Select Committee on Health Minutes of Evidence


Examination of Witnesses (Questions 320-332)

DR JONATHAN FIELDEN, MS KAREN JENNINGS AND MR ALASTAIR HENDERSON

8 JUNE 2006

  Q320  Charlotte Atkins: The idea that somehow this is constrained by the budget seems to me a false economy.

  Mr Henderson: As you will know, there are a number of organisations who have severe financial difficulties. I am not sure that in those positions there is necessarily any one particular bit of the budget that has to be per se immune if there are savings to be made. But I would quite agree with you, and I think most trusts would agree, that it is clearly short-sighted in the long term to take money out of the training, but that is not going to happen with the KSF.

  Q321  Charlotte Atkins: Have we not heard earlier that huge amounts of money have gone into staffing, and, whatever level of staff, we are fearful that we are just not getting the productivity gains that we should be getting out of the vast sums of money that have been rightly invested in staff. Surely it is a very, short-term expedient then to start cutting the training, which is absolutely vital if we are going to get the true productivity gains out of our investment.

  Mr Henderson: One trust, I think Central Cheshire Primary Care Trust, has told us that one of the things, interestingly, the KSF has allowed them to do is to make better use of their training resource budget. Perhaps in the past it was slightly random and training went to some of those who maybe put their hand up and seemed very keen on it rather than necessarily those at whom it was most directed. The KSF, this PCT tells us, has allowed them to work out where the best need is and they have said it has made better use of their training budgets there.

  Q322  Charlotte Atkins: But are they also cutting the overall budget?

  Mr Henderson: I have no idea about that particular organisation.

  Q323  Charlotte Atkins: The important thing is—and I would hope the employers are going to make very strong representations to acute trusts and to PCTs—that training should be absolutely key here. We are going to get the productivity gains that the Government and we as consumers of the Health Service have a right to expect.

  Mr Henderson: I think that is right. Remember, the NHS's training budget is absolutely vast and still huge sums are being put into that. We are just saying that I am not sure individual organisations would support ring-fencing budget A or budget B, because there are equal calls for a particular cancer budget or whatever. There has to be then some flexibility, and clearly no trust is going to want to cut off its nose to spite its face by cutting back training, but, if you are making financial savings, you have to have flexibilities of where to use them.

  Q324  Charlotte Atkins: Training is just seen as an easy pot, is it not, to cut?

  Mr Henderson: Not just in the Health Service but across organisations, that has been the case. I am not sure that is the case in every organisation. I think there is increasing recognition of the importance of that, but I am saying that there are organisations that would not want, if they are having to balance their books, their hands tied precisely about where they do that.

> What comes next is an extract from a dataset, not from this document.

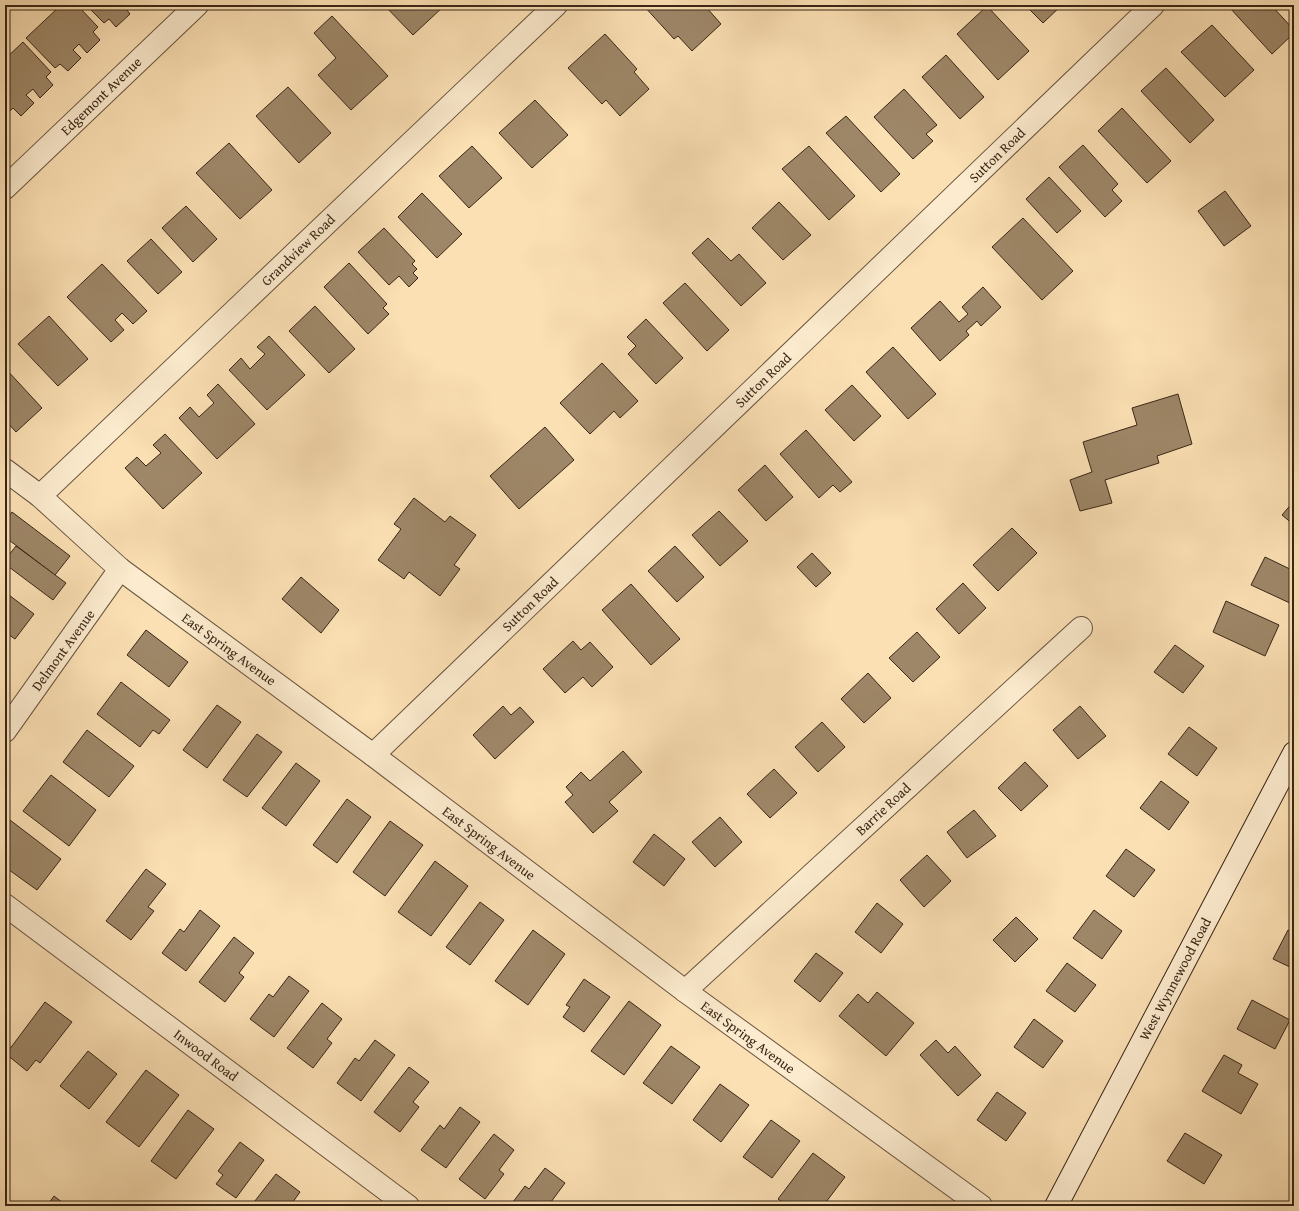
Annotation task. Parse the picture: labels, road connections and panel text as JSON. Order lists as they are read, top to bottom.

  Ms Jennings: I wonder if I may introduce that there are major, major reforms. It is a continuous process in the NHS, as we know, but with Our Health, Our Care, Our Say and the migration of the workforce from secondary care into primary care, we are going to need to see a step up in the investment in education and training. Also, with the demographics that face us, we are going to have to make sure that we have enough staff in the NHS to keep going. We have a third of the nursing workforce due to retire in the next five to 10 years and where are we going to get them from if we do not start to grow our own. As I said earlier, we need to make sure that we do not disillusion those healthcare assistants, those who cannot get any access to education and training. They have that glass ceiling at NVQ Level 2, and yet there are all these amazing developments that they are getting involved in now. And it is not just healthcare assistants who support nurses: you have physiotherapy support workers, occupational therapy support workers and speech therapy support workers—all of them working in the community to get older people out of hospital—who require education and training. They can go on to assist those professionals, such as the occupational therapists that we spoke about earlier, going on to grow that workforce. It is absolutely crucial, if we are going to have that world-class healthcare service that we keep talking about.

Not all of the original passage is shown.